- **AIM OF THE TASK**
Note every line in the entries that contains the string "names", and copy it.
· · · · · · ·
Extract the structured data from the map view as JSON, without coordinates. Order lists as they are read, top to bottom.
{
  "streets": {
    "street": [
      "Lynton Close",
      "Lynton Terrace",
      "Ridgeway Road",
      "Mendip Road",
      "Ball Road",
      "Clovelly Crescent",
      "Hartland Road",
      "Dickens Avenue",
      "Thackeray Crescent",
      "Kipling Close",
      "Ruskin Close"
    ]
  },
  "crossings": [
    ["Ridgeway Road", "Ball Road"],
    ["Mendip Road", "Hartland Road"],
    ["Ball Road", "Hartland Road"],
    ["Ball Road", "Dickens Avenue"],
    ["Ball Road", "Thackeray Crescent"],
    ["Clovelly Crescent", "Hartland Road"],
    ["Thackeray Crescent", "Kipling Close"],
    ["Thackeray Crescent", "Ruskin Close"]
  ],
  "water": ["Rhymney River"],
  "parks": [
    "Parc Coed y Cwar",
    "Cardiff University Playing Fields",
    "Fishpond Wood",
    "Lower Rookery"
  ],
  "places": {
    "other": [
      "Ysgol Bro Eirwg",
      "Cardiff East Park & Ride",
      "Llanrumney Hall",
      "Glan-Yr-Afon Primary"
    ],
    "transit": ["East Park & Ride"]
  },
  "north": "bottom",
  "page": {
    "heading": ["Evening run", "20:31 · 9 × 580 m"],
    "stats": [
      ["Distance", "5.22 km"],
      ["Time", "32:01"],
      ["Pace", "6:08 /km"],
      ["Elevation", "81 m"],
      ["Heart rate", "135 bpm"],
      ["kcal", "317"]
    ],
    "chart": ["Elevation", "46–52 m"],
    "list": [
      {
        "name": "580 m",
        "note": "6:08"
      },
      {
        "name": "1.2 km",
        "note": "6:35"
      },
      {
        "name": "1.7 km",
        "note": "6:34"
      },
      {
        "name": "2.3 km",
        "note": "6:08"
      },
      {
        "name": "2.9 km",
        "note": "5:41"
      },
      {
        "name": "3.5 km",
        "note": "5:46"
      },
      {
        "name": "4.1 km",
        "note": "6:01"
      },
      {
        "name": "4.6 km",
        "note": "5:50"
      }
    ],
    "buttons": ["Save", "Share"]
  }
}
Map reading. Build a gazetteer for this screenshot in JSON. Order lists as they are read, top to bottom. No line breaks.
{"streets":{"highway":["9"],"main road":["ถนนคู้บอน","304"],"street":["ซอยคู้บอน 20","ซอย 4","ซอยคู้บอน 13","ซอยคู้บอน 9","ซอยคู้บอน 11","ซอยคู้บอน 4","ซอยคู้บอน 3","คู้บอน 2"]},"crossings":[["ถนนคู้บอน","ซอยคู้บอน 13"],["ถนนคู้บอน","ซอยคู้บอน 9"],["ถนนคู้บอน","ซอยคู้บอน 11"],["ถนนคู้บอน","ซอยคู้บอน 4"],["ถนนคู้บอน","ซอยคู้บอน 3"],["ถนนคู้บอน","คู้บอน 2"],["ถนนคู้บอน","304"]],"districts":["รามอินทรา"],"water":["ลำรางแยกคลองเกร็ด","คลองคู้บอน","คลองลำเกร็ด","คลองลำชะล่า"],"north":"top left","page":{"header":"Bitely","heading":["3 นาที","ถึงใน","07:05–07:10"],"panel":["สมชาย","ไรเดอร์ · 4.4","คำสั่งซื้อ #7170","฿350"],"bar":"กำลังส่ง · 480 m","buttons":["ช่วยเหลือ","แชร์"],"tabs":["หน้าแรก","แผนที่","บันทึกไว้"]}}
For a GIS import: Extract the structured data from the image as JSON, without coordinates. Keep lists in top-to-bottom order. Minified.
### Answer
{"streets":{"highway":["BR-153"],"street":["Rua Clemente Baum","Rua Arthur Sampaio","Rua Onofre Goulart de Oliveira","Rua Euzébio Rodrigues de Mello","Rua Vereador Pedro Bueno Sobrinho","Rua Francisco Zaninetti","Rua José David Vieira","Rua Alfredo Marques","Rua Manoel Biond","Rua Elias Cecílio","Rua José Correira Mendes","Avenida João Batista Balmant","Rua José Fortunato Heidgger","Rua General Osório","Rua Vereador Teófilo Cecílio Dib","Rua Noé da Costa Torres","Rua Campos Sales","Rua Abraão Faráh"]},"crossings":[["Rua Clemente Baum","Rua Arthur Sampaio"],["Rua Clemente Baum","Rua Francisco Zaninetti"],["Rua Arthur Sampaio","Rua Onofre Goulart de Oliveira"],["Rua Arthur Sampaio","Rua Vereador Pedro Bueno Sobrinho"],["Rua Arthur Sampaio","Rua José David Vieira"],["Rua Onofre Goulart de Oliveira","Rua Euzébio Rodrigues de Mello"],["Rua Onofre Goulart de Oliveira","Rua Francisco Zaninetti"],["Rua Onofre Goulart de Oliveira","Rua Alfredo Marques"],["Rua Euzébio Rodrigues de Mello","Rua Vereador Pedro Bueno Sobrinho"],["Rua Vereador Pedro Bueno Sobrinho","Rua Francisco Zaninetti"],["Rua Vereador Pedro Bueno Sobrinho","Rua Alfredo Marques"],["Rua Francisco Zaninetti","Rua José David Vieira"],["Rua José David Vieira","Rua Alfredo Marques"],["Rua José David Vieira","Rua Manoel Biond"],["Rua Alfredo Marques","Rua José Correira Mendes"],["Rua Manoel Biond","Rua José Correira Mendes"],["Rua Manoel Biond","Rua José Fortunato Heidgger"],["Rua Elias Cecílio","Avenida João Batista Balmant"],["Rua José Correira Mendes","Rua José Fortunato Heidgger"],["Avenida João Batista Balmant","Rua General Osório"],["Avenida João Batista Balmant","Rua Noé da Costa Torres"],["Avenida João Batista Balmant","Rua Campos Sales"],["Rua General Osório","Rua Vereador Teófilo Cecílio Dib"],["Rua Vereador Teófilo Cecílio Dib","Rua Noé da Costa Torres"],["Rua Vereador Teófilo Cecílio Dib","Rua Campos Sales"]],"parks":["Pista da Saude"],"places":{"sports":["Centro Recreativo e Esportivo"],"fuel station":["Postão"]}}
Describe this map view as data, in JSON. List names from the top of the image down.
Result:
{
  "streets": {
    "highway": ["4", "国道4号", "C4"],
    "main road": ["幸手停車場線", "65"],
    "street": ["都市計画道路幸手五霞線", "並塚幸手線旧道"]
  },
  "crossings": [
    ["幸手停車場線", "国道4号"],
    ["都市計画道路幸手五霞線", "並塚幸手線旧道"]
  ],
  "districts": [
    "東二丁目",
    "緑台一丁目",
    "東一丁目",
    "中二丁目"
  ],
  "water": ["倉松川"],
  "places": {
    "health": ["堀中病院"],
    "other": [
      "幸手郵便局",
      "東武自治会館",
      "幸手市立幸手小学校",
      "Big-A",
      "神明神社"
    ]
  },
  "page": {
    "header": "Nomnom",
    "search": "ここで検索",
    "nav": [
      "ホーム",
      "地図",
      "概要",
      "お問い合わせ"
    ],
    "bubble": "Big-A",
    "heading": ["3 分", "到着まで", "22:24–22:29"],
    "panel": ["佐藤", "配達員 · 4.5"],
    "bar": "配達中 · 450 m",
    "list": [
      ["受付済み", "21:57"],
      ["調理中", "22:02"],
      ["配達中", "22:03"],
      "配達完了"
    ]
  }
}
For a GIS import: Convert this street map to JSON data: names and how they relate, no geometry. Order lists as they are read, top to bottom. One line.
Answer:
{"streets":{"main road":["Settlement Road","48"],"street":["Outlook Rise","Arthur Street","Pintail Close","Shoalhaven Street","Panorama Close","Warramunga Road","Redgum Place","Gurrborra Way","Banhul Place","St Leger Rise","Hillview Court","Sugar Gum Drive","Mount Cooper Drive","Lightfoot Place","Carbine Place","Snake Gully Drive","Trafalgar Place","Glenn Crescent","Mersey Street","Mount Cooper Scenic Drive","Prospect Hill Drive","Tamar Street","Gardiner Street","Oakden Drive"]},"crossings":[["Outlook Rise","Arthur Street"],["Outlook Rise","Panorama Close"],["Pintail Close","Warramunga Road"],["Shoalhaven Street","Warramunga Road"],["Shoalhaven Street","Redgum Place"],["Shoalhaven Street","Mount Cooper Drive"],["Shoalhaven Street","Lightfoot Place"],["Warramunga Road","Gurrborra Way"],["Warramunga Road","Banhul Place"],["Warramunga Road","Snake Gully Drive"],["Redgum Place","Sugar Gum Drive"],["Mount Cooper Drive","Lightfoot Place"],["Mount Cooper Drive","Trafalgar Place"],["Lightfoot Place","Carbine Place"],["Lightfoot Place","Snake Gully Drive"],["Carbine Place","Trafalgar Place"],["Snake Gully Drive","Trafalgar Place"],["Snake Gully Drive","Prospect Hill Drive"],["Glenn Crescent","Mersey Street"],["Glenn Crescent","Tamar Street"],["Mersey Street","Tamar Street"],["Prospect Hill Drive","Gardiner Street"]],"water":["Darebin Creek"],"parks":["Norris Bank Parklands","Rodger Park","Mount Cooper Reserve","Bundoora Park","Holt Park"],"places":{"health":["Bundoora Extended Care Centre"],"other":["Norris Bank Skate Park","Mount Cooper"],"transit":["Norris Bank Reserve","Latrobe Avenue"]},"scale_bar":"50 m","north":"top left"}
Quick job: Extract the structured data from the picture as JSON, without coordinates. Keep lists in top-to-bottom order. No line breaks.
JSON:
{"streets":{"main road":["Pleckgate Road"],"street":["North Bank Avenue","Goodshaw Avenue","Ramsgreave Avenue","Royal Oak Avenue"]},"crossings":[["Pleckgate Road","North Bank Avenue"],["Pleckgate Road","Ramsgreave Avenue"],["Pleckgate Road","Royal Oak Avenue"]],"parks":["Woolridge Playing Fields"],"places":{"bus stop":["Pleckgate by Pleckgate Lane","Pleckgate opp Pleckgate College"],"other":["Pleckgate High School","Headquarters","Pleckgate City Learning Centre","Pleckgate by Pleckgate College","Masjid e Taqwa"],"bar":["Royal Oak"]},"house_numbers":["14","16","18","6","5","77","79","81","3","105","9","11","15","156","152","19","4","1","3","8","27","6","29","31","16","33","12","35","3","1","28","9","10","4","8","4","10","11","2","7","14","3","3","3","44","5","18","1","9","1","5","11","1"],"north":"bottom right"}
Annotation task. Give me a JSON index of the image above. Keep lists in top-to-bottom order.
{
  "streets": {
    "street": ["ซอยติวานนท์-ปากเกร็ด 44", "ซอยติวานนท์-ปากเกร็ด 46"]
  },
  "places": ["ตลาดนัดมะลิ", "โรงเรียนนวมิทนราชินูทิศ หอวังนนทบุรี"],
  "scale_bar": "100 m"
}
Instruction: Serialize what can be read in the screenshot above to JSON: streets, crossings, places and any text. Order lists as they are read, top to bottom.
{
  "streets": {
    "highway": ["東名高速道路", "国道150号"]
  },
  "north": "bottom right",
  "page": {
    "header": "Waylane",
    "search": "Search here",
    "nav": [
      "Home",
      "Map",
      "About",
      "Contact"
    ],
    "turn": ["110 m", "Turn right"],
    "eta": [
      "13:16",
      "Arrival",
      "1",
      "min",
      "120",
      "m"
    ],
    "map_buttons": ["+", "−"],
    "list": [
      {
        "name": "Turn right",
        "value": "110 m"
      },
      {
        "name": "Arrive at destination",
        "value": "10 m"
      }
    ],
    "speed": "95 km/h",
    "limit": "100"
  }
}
· · · · · · ·
- **RESULT OF THIS EXERCISE**
Describe this map view as data, in JSON. List names from the top of the image down.
For a GIS import: Convert this street map to JSON data: names and how they relate, no geometry. Order lists as they are read, top to bottom. One line.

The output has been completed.